The growing body of literature about the Iraq War is characterized by themes of courage and hell. This moving book, by a U.S. Navy Quaker chaplain working with Marines at a trauma hospital and morgue near the action-packed cities of Ramadi and Fallujah, shares those themes but offers more. Snively accompanies her text, a blend of reflection and reportage, with more than 100 color photographs that can bring the desert war, with its mix of sand and blood, vividly home. Both text and photos convey the everyday details of life and death in the war zone: a menorah made of Coke cans, beanie babies piled on the bed of an Iraqi patient, smiling soldiers. Snively doesn’t offer a big-picture overview, but heaven and hell are in these personal details. From the perspective of a medical chaplain, the two sides are “life” and “death” rather than “us” and “them.” In a foreword, Marine Gen. James N. Mattis notes the wrestling match between Quaker pacifist tradition and the warrior culture of soldiers. Quakers were originally known as “publishers of the truth,” and this Quaker chaplain fulfills that spiritual mandate. (April)


Military Writers Society of America

Reviewed by: Pat Avery

Heaven in the Midst of Hell

A Quaker Chaplain writing about war? I couldn’t imagine it, but I agreed to review the book.

What a blessing. The book is beautiful: in design and in content.

With eight Marines, Commander Sheri Snively deployed to Iraq to serve in a trauma hospital and morgue between Ramadi and Fallujah. She records the journey in vivid detail.

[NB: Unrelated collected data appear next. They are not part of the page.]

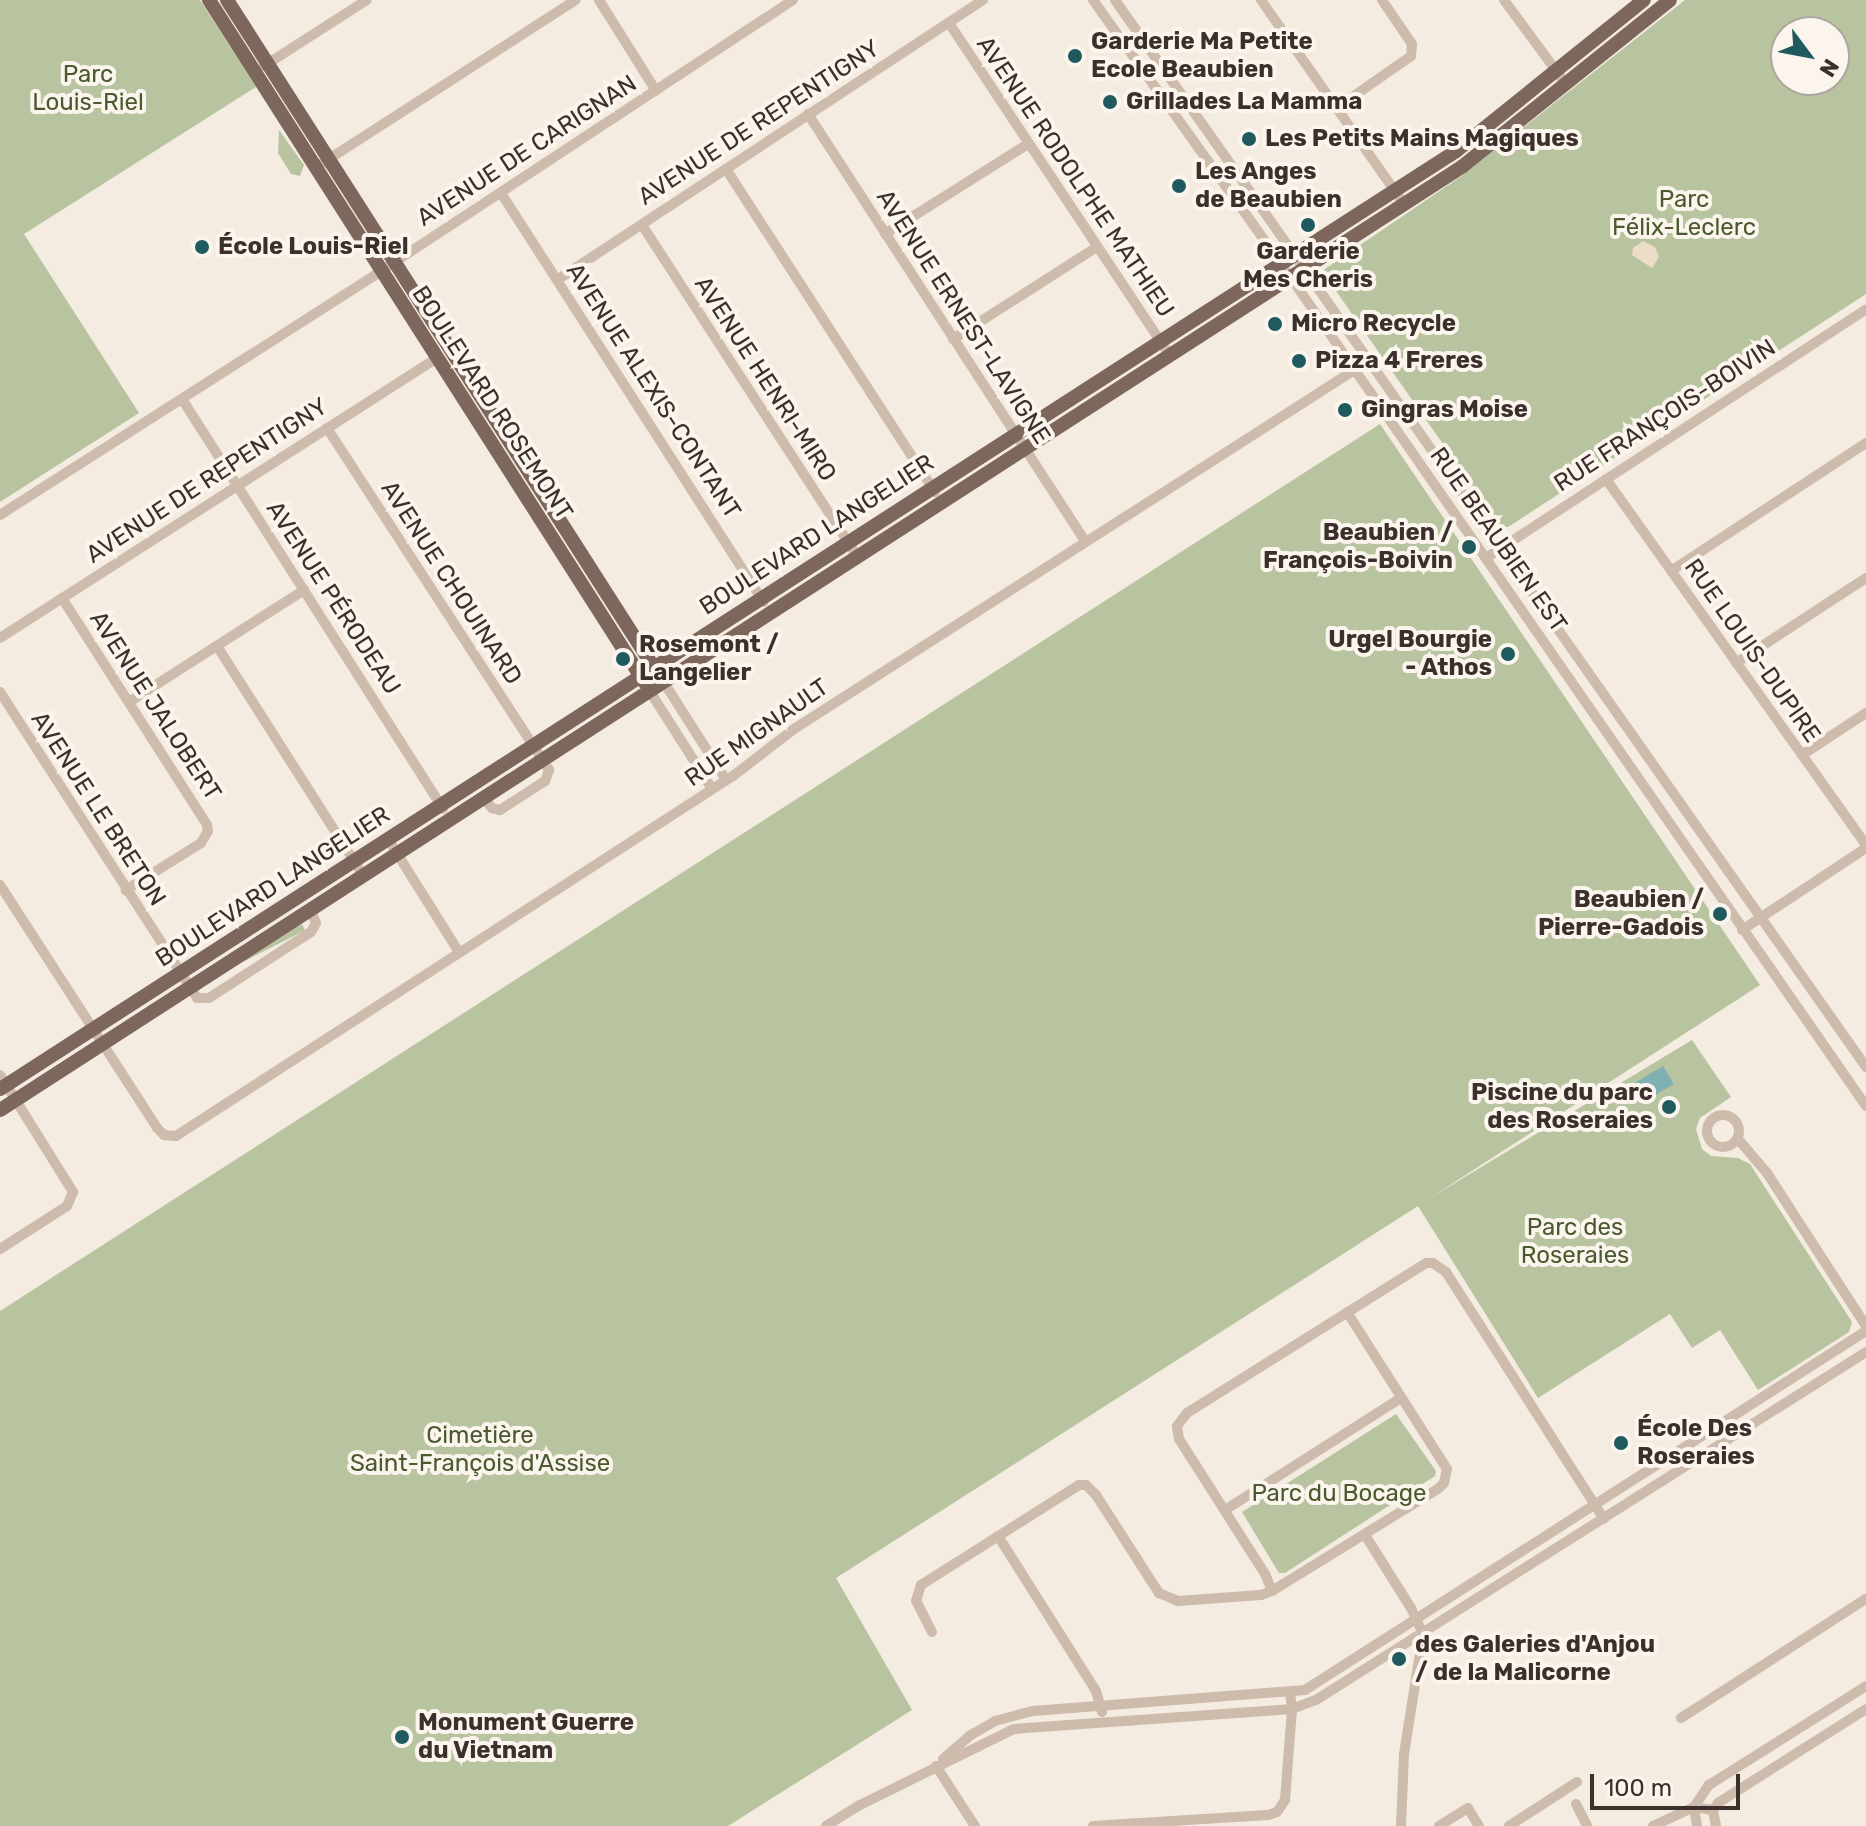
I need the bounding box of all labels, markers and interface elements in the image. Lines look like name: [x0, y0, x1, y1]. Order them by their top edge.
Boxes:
north arrow: [1770, 16, 1850, 96]
place label: Garderie Ma Petite Ecole Beaubien: [1091, 28, 1313, 84]
street label: AVENUE RODOLPHE MATHIEU: [970, 31, 1180, 323]
street label: AVENUE DE REPENTIGNY: [633, 34, 885, 212]
marker: Garderie Ma Petite Ecole Beaubien: [1066, 47, 1084, 65]
text: N: [1813, 54, 1845, 82]
park label: Parc Louis-Riel: [32, 61, 144, 117]
street label: AVENUE DE CARIGNAN: [412, 69, 642, 233]
place label: Grillades La Mamma: [1126, 88, 1362, 116]
marker: Grillades La Mamma: [1101, 93, 1119, 111]
place label: Les Petits Mains Magiques: [1265, 125, 1579, 153]
marker: Les Petits Mains Magiques: [1240, 130, 1258, 148]
place label: Les Anges de Beaubien: [1195, 158, 1342, 214]
marker: Les Anges de Beaubien: [1170, 177, 1188, 195]
street label: AVENUE ERNEST-LAVIGNE: [870, 184, 1056, 450]
park label: Parc Félix-Leclerc: [1612, 186, 1756, 242]
marker: Garderie Mes Cheris: [1299, 216, 1317, 234]
place label: École Louis-Riel: [218, 233, 409, 261]
marker: École Louis-Riel: [193, 238, 211, 256]
place label: Garderie Mes Cheris: [1243, 238, 1373, 294]
street label: AVENUE ALEXIS-CONTANT: [559, 258, 747, 524]
street label: AVENUE HENRI-MIRO: [688, 271, 842, 487]
street label: BOULEVARD ROSEMONT: [406, 281, 578, 525]
place label: Micro Recycle: [1291, 310, 1456, 338]
marker: Micro Recycle: [1266, 315, 1284, 333]
street label: RUE FRANÇOIS-BOIVIN: [1549, 334, 1781, 498]
place label: Pizza 4 Freres: [1315, 347, 1483, 375]
marker: Pizza 4 Freres: [1290, 352, 1308, 370]
street label: AVENUE DE REPENTIGNY: [81, 392, 333, 570]
place label: Gingras Moise: [1361, 396, 1528, 424]
marker: Gingras Moise: [1336, 401, 1354, 419]
street label: RUE BEAUBIEN EST: [1423, 442, 1573, 638]
street label: BOULEVARD LANGELIER: [695, 449, 939, 621]
street label: AVENUE CHOUINARD: [374, 476, 528, 690]
street label: AVENUE PÉRODEAU: [260, 496, 406, 700]
place label: Beaubien / François-Boivin: [1263, 519, 1453, 575]
marker: Beaubien / François-Boivin: [1460, 538, 1478, 556]
street label: RUE LOUIS-DUPIRE: [1678, 554, 1826, 748]
street label: AVENUE JALOBERT: [83, 606, 227, 806]
place label: Urgel Bourgie - Athos: [1328, 626, 1492, 682]
place label: Rosemont / Langelier: [639, 631, 779, 687]
marker: Urgel Bourgie - Athos: [1499, 645, 1517, 663]
marker: Rosemont / Langelier: [614, 650, 632, 668]
street label: RUE MIGNAULT: [680, 673, 834, 793]
street label: AVENUE LE BRETON: [24, 706, 172, 912]
street label: BOULEVARD LANGELIER: [151, 801, 395, 973]
place label: Beaubien / Pierre-Gadois: [1538, 886, 1704, 942]
marker: Beaubien / Pierre-Gadois: [1711, 905, 1729, 923]
place label: Piscine du parc des Roseraies: [1471, 1079, 1653, 1135]
marker: Piscine du parc des Roseraies: [1660, 1098, 1678, 1116]
park label: Parc des Roseraies: [1521, 1214, 1629, 1270]
place label: École Des Roseraies: [1637, 1415, 1755, 1471]
park label: Cimetière Saint-François d'Assise: [350, 1422, 610, 1478]
marker: École Des Roseraies: [1612, 1434, 1630, 1452]
park label: Parc du Bocage: [1251, 1480, 1427, 1508]
place label: des Galeries d'Anjou / de la Malicorne: [1415, 1631, 1655, 1687]
marker: des Galeries d'Anjou / de la Malicorne: [1390, 1650, 1408, 1668]
place label: Monument Guerre du Vietnam: [418, 1709, 634, 1765]
marker: Monument Guerre du Vietnam: [393, 1728, 411, 1746]
scale bar: [1594, 1758, 1744, 1808]
text: 100 m: [1604, 1774, 1672, 1802]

Snively took photographs and kept a journal. She writes of impressions of war as she experienced it. “In a strange paradox, the gorgeous, colorful Ramadi sunset view from my rooftop patio indeed reminded me of the black-and-white western reruns. It looked and sounded like a town in the Wild West. In many ways it is.”

She wrestled with the issue of war. As a Quaker, she believed in peace. “Tonight a young Marine in his early twenties was in Bed 6. He was not so much crumpled in body as he was crumpled in spirit…They were four young guys riding together in a vehicle…Now one is gone. Only three remain. That’s the way it happens here; one or two are taken out…These are the faces of the all-volunteer force.

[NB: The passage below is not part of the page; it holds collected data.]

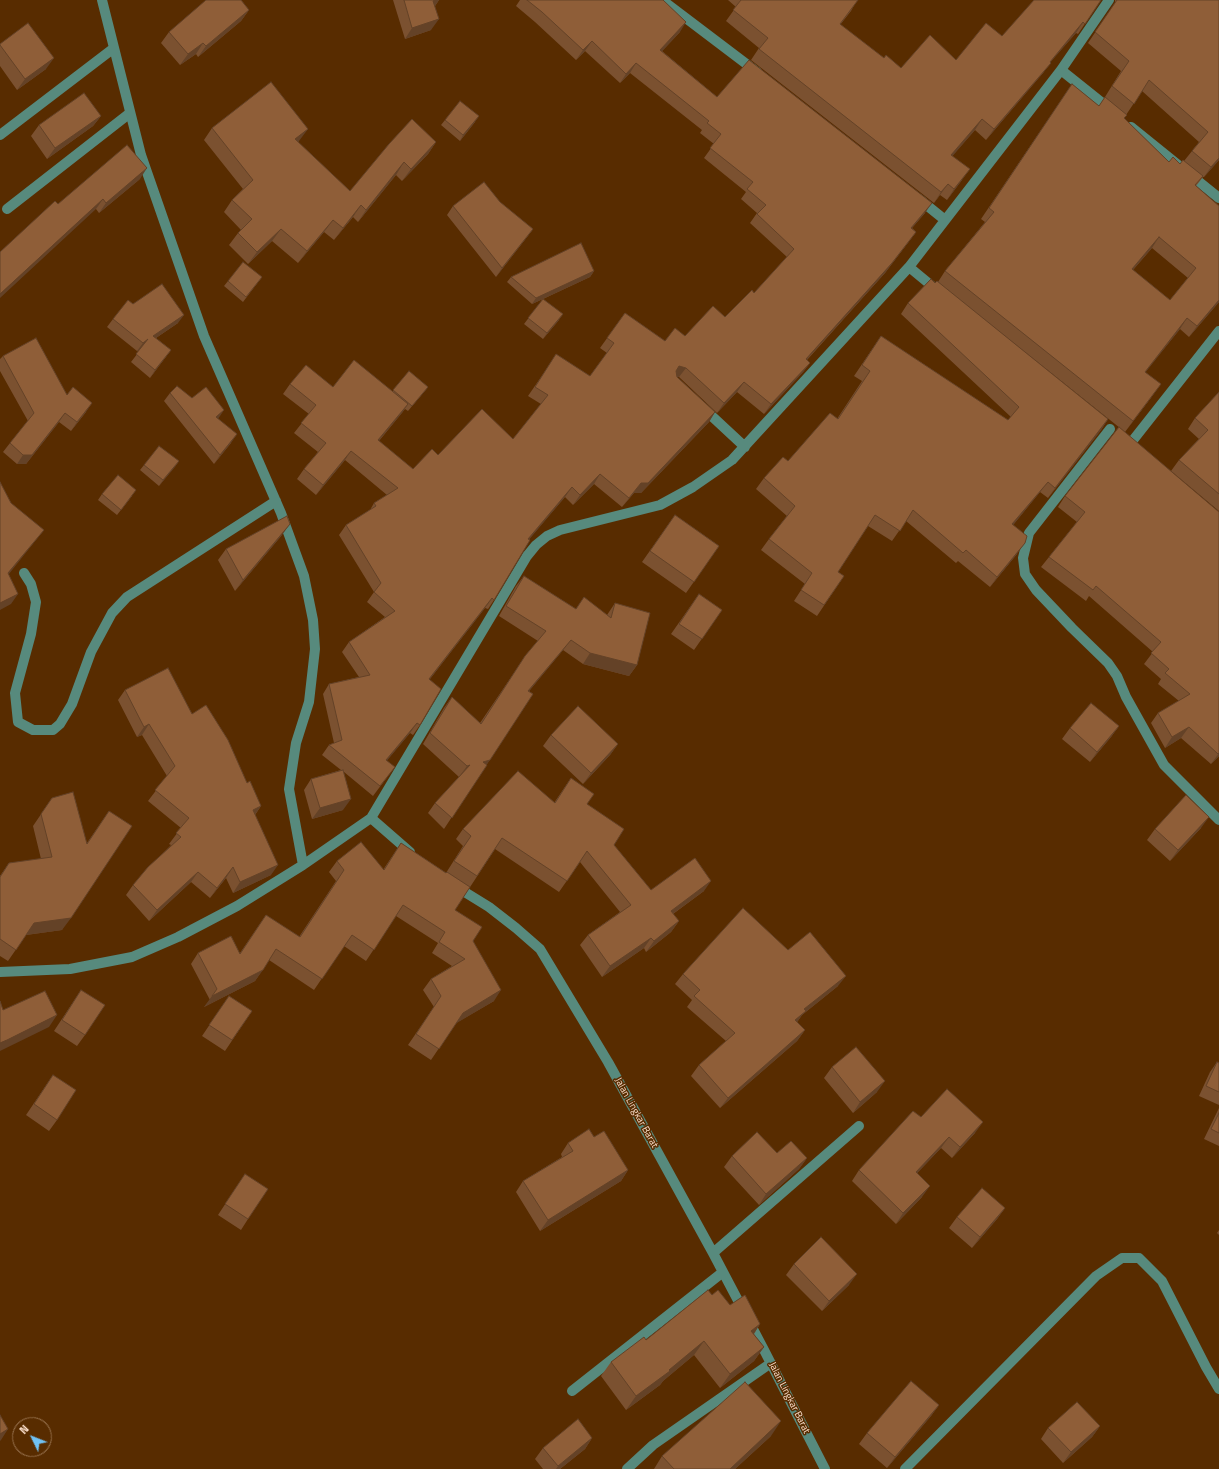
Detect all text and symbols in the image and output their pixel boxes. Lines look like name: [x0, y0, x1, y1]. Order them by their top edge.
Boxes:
street label: Jalan Lingkar Barat: [612, 1076, 660, 1150]
street label: Jalan Lingkar Barat: [766, 1360, 812, 1436]
north arrow: [12, 1417, 52, 1457]
text: N: [16, 1421, 32, 1438]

Her experiences and memories are personal. “But no matter what I was doing, it gave me comfort to know I was surrounded by prayer…A small Shiva idol, a mercy Buddha, a rosary, a cross, a few sacred stones…all combined to form a circle of ongoing prayer.”

Snively speaks of “heart connections.” She writes of the beauty of nature and relationships. She writes of everyday items such as Coke cans and coffee creamers; she writes of memorials and body counts. With equal candor, she addresses spiritual questions and emotional conflicts. She discusses pacifism and the spiritual crises she faced during her training and her deployment. She searched to reconcile her beliefs with her life choices.

As a chaplain, she introduced healing methodologies; prayer, spiritual conversation, meditation and the practice of Reiki – a form of meditative prayer and hands-on energy therapy. Patients responded to her ability to cross cultures, religions, nationalities and gender. She broke through barriers in search of a commonality that allowed her patients to heal.

Snively writes from her heart and soul. Together she and “her” Marines faced life, death, the carnage of war and the effects of PTSD. Snively shares the good and the bad, the beautiful and the ugly, the questions for which there are no answers.